Getting back to gem_exec_nop specifically for a sec: this is what we set up in step #1. Recall it had 2 instructions MI_BATCH_BUFFER_END, MI_NOOP.

batch

Here is our graphical representation of the batchbuffer from gem_exec_nop. Notice that the batchbuffer doesn't have a tail pointer, only ACTHD.

Hardware states

The follow macro-level state machine/flowchart hybrid can be used to describe both ringbuffer execution and batchbuffer execution, though the descriptions differ slightly. By "macro-level" I mean each state may not match exactly to a state within the hardware's state machines. It's more of a state in the data flow. The "state machines" for both ringbuffers and batchbuffers are pretty similar. What follows is a diagram that mostly works for both, and a description of each state.

cs_state_machine

I'll use "RSn" for ringbuffer state n, and "BSn" for batchbuffer state n.

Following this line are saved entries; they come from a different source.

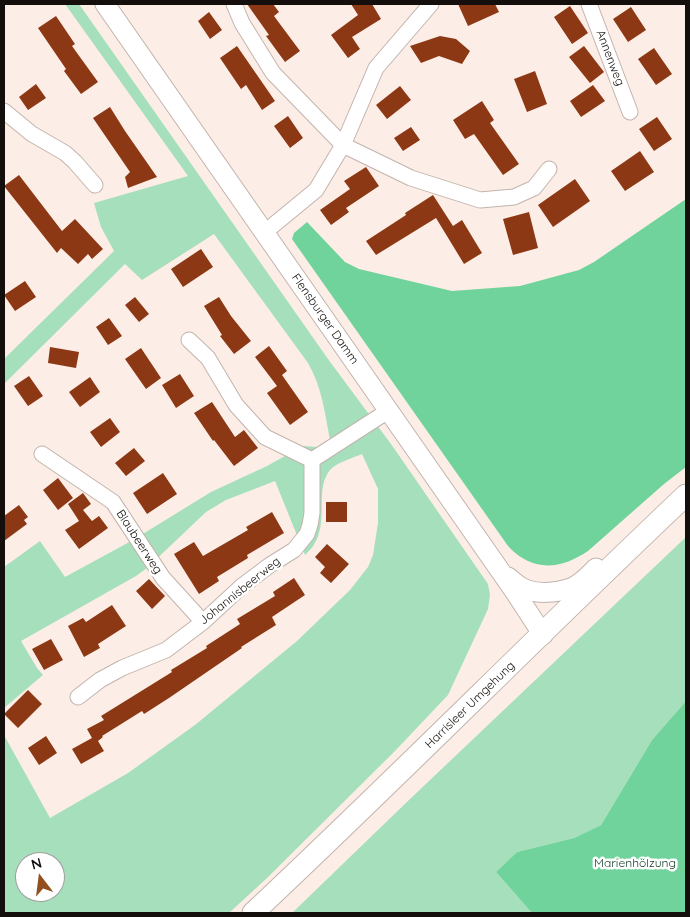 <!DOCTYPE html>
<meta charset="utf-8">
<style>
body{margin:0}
#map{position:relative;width:690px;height:917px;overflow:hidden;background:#fceee6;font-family:Quicksand,sans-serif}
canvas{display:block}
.frame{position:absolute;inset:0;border:5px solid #140f0c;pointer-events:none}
.north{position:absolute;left:15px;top:852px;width:50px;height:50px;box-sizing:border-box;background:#fff;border:1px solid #a19f9e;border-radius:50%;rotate:345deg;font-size:14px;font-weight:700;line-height:20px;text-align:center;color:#140f0c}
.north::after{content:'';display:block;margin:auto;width:18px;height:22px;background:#924f20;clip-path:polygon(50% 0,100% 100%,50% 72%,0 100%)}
</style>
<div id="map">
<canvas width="690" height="917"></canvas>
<div class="frame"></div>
<div class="north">N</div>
</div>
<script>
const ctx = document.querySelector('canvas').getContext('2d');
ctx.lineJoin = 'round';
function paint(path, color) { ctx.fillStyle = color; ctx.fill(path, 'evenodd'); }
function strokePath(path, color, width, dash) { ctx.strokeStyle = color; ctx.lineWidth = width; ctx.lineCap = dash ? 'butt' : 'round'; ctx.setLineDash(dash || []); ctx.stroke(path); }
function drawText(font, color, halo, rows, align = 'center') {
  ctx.font = font + ' Quicksand,sans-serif'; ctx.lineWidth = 5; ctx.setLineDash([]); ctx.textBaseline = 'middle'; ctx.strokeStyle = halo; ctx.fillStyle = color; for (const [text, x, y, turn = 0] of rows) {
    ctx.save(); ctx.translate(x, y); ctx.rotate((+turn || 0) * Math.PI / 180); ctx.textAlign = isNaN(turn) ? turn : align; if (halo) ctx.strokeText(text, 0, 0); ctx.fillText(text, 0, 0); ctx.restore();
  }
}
paint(new Path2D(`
 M65,4H79L328,359L391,444L488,584L490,595L488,609L448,695L395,751L267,878L229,913H4V735L50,818L128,773L195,725L297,641L350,590L368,567L373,555L378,523V489L362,454C353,458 338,462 331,469C311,491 335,530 305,555L275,481L226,500L206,512L147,568L136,576L21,641L37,668L43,675L4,708V567L40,541L65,577L133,540L211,492L267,466L303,446L317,447L330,440C325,414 322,387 308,363L214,234L142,280L125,264L4,384V359L114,251L101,227L94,203L188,176ZM25,862H55V892H25Z
 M686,537V701L652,740L601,825L574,838L517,852L496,872L532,913H292L410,799Z`), '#a6dfbc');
paint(new Path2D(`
 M686,199V467L664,484L588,551C560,570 532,572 508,546L292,239L294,233L307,222L345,262L359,269L452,291L520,286L579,270L594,262Z
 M686,701V913H532L496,872L517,852L574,838L601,825L652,740Z`), '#70d39b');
paint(new Path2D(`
 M247,4H273L279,12L274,16L300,51L285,62L266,36L269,35Z
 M351,4H372L381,19L352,37L360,49L348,58L331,35L358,15Z
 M458,4H495L499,12L468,26Z
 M570,6L588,33L572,44L554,17Z
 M631,7L646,30L628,42L613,19Z
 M209,12L222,30L210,39L198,21Z
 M56,16L75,44L72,46L98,82L81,94L64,71L66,69L38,28Z
 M440,36L456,39L470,51L462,64L439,56L421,63L410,46Z
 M237,46L275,101L262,110L246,85L241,89L220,58Z
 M584,46L604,72L590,83L569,57Z
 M654,48L672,74L656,85L638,59Z
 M535,71L547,104L527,112L514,79Z
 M36,84L46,98L28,110L19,97Z
 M593,85L605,101L581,117L570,101Z
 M400,86L411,100L387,119L376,105Z
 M482,101L494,120L490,123L519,164L503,175L474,134L465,139L453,120Z
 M110,107L125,131L157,177L128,188L125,177L130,172L93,118Z
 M288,116L303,138L290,148L274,126Z
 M657,117L672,139L654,151L639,129Z
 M411,127L420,140L403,151L394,138Z
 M640,151L654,172L625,191L611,171Z
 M366,167L379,186L346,208L349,212L331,225L320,210L350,189L344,181Z
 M19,175L62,231L75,219L103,249L92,259L88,254L78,264L61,248L57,253L4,186Z
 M575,179L590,201L553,227L538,205Z
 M433,195L453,226L462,220L482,253L464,264L436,218L376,255L366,241L406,215L405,213Z
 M529,212L538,248L513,255L503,219Z
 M201,249L213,267L183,287L171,269Z
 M25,281L36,297L15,311L4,295Z
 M135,297L149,314L139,322L125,305Z
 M219,297L231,316L251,341L234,354L220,336L222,335L204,306Z
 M109,318L122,336L108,345L96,327Z
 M269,346L287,371L282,375L308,412L290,425L267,393L277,386L255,357Z
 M50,347L79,352L76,368L48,363Z
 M141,348L161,378L146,389L125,359Z
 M180,374L194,396L176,408L162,385Z
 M29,376L43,396L28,406L14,386Z
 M90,377L100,392L80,407L69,392Z
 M212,402L235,437L244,430L258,448L234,466L214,440L213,441L194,413Z
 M110,418L120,432L101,447L90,432Z
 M134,448L145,461L126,476L115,463Z
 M163,473L177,494L147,514L133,493Z
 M58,478L73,498L58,510L43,490Z
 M83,493L91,504L83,510L92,521L99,516L108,528L79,549L65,530L79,521L68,504Z
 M326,502H347V522H326Z
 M19,505L28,517L24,520L27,524L4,541V516Z
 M272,512L284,533L247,555L248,558L217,577L219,581L199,594L174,554L194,542L203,556L248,530L246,527Z
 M327,544L349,564L331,583L320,573L325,567L315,557Z
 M294,578L305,595L272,617L276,625L241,647L242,648L169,698L144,714L142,711L102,736L103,737L98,741L104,751L81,764L72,749L92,738L87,729L104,720L101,716L172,672L171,670L207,648L206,646L240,624L237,619L275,596L273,592Z
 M149,579L165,596L152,609L136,591Z
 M112,605L126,626L98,644L100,648L84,657L68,626L83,618L86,622Z
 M51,639L63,660L44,670L32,649Z
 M28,690L42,704L18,728L4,714Z
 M46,736L57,753L39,765L28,748Z`), '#8c3814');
const minor = new Path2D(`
 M234,4L242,23L273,73L343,145L411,178L480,200L514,197L534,188L549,169
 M589,4L630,112
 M4,111L32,134L65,153L75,162L95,185
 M265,232L316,190L343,145L376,68L431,4
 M189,340L208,358L236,405L265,437L312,460
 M42,454L113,502L163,578L203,622
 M78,697L100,680L122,668L166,650L203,622L242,586L270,565L294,550L307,534L310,525L312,513V460L388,411`);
const tertiary = new Path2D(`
 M105,4L515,592L543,635
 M508,577C512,580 516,584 521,587C534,595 557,593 571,588C581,584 589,575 596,568`);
const secondary = new Path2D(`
 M253,913C399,776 540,633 686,495`);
strokePath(minor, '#c2b4ad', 17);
strokePath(tertiary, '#c2b4ad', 21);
strokePath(secondary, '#c2b4ad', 23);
strokePath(minor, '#fff', 15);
strokePath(tertiary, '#fff', 19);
strokePath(secondary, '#fff', 21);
drawText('12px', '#140f0c', '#fff', [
 ["Annenweg",610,58,69],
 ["Flensburger Damm",325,319,55],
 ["Blaubeerweg",139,542,57],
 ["Johannisbeerweg",240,591,-39],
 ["Harrisleer Umgehung",470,705,-44]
]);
drawText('12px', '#123c26', '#fff', [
 ["Marienhölzung",635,863]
]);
</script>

gem_exec_nop state walkthrough

With the above knowledge, we can now step through the actual stuff from gem_exec_nop. This combines pretty much all the diagrams above (ie. you might want to reference them), I tried to keep everything factually correct along the way minus the address I make up below. Assume HEAD = 0x30, TAIL = 0x30, ACTHD=0x30

  1. Hardware is in Rs0.
  2. gem_exec_nop runs; submits previously discussed setup to i915.
  3. *** kernel picks address 0x22000 for the batchbuffer (remember I said we're ignoring how graphics addresses work for now, so just play along)
  4. i915.ko writes 4 bytes, MI_BATCH_BUFFER_START to hardware ringbuffer.
  5. i915.ko writes 4 bytes, 0x22000 to hardware ringbuffer.
  6. i915.ko increments the tail pointer by command length (8). TAIL := 0x38
  7. RS0->RS1:  DMA fetches TAIL-HEAD bytes. (0x38-0x30) = 8B
  8. RS1->RS2: DMA completes. Parsing will find that the command is MI_BATCH_BUFFER_START, and it needs 1 extra dword to proceed. This 8B command is then ready to move on.
  9. RS2->RS3: Command was successfully parsed. There is a batchbuffer to be fetched, and once that completes we need to execute it.
  10. RS3->RS4: Execution was okay, DMA fetch of the batchbuffer at 0x22000 starts...completes
  11. RS4->BS0: ACTHD := 0x22000
  12. BS0->BS1: We're in a batchbuffer. The commands we need to fetch are in our local cache, fetched by the ringbuffer just before so no need to do anything more.
  13. BS1->BS2: Parsing of the batchbuffer begins. The first command pointed to by ACTHD is MI_BATCH_BUFFER_END. It is only 4b.
  14. BS2->BS3: Parse was successful. Execute the command MI_BATCH_BUFFER_END. ACTHD := 4. There are no extra requirements for this command.
  15. BS3->RS0: Batchbuffer told us to end, so we go back to the ring. Increment our HEAD pointer by the size of the last command (8B). Set ACTHD equal to HEAD. HEAD := 0x38. ACTHD := 0x38.
  16. HEAD == TAIL... we're idle.

Summary

User space builds up a command, and list of buffers. Then the userspace tells the kernel about it via IOCTL. Kernel does some work on the command to find all the buffers and so on, then submits it to the hardware. Some time later, userspace can see the results of the commands (not discussed in detail). On the hardware side, we've got a ringbuffer with a head and tail pointer, a way to dispatch commands which are located sparsely in our address space, and a way to get execution back to the ringbuffer.